* **ASSIGNED TASK**:
Each line with the string "bottom" is to be copied from the records below.
##### INPUT FOR THIS TASK
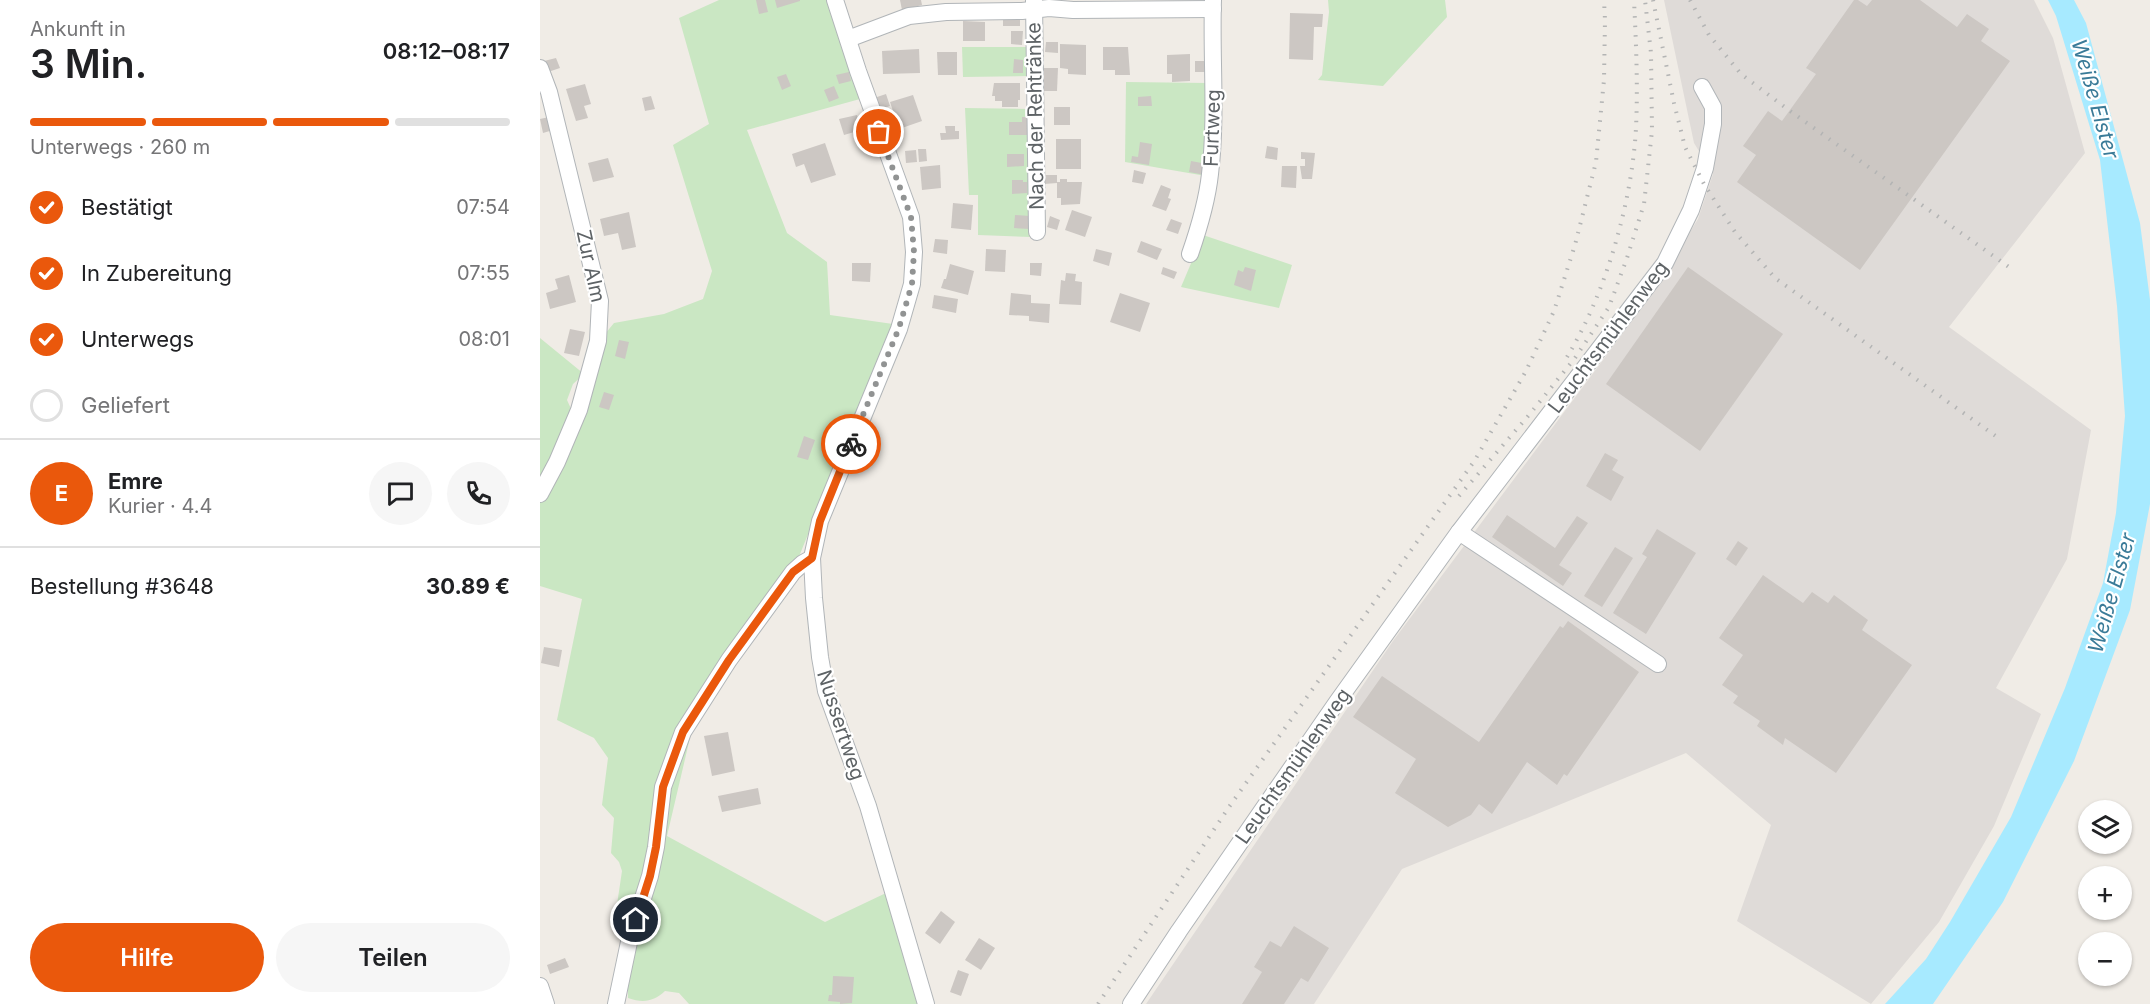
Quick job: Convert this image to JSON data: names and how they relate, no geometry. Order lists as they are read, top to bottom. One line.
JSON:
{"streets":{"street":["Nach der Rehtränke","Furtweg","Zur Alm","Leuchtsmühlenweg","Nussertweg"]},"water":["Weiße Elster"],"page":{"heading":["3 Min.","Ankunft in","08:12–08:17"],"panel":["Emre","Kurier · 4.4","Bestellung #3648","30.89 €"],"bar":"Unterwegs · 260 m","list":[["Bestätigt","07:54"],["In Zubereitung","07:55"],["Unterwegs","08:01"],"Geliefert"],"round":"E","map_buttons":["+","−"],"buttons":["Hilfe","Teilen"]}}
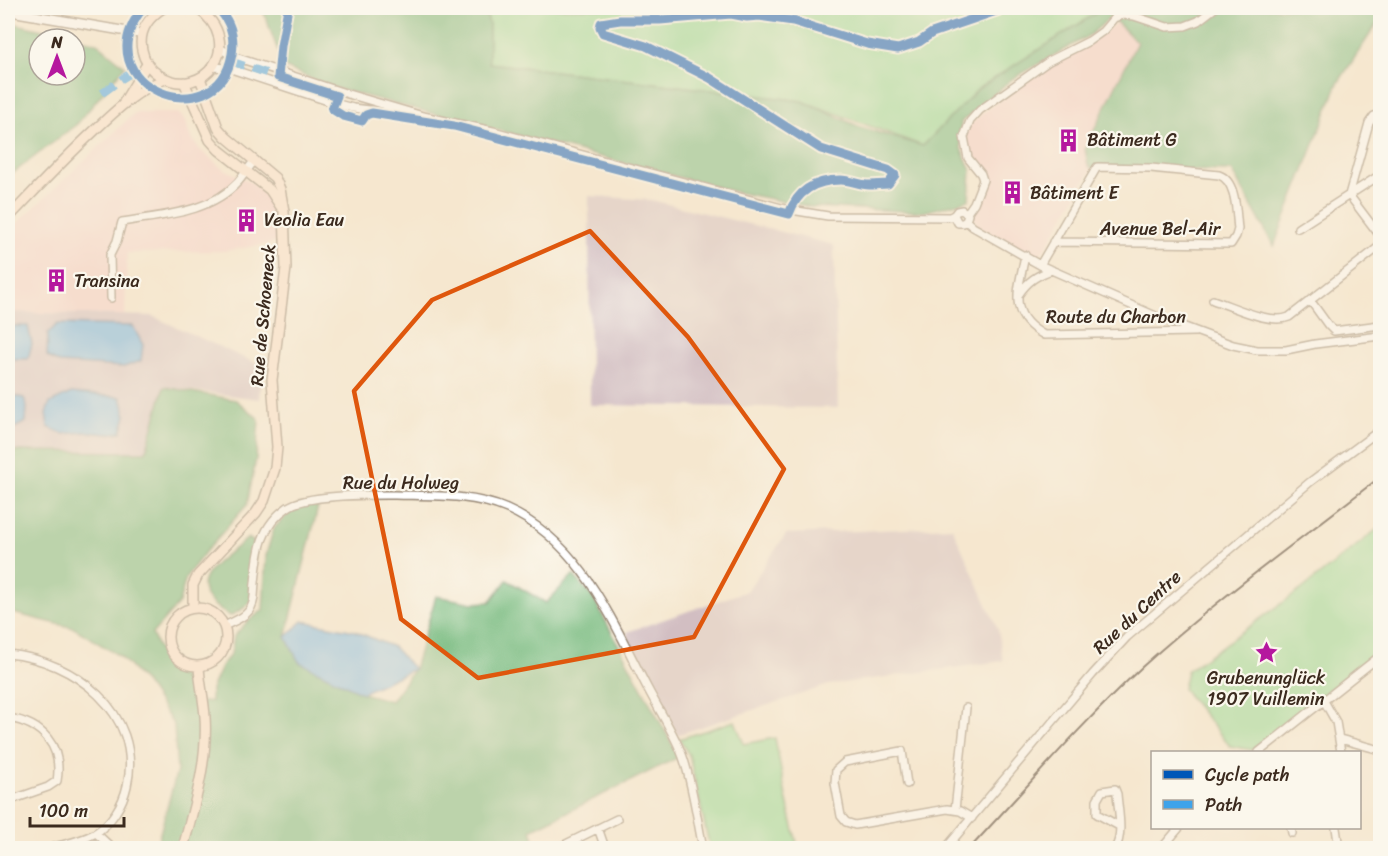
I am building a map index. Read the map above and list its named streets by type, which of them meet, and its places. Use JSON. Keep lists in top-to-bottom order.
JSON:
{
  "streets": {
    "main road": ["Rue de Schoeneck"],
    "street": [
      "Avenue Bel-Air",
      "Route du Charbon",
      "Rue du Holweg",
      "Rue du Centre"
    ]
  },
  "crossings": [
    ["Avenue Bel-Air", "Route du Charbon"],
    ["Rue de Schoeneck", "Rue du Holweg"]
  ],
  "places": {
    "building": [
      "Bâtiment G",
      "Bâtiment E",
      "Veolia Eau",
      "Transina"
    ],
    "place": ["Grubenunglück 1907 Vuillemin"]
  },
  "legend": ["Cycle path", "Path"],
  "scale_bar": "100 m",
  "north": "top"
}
##########
* **ANSWER SECTION**:
Quick job: Convert this image to JSON data: names and how they relate, no geometry. Order lists as they are read, top to bottom. One line.
I am building a map index. Read the map above and list its named streets by type, which of them meet, and its places. Use JSON. Keep lists in top-to-bottom order.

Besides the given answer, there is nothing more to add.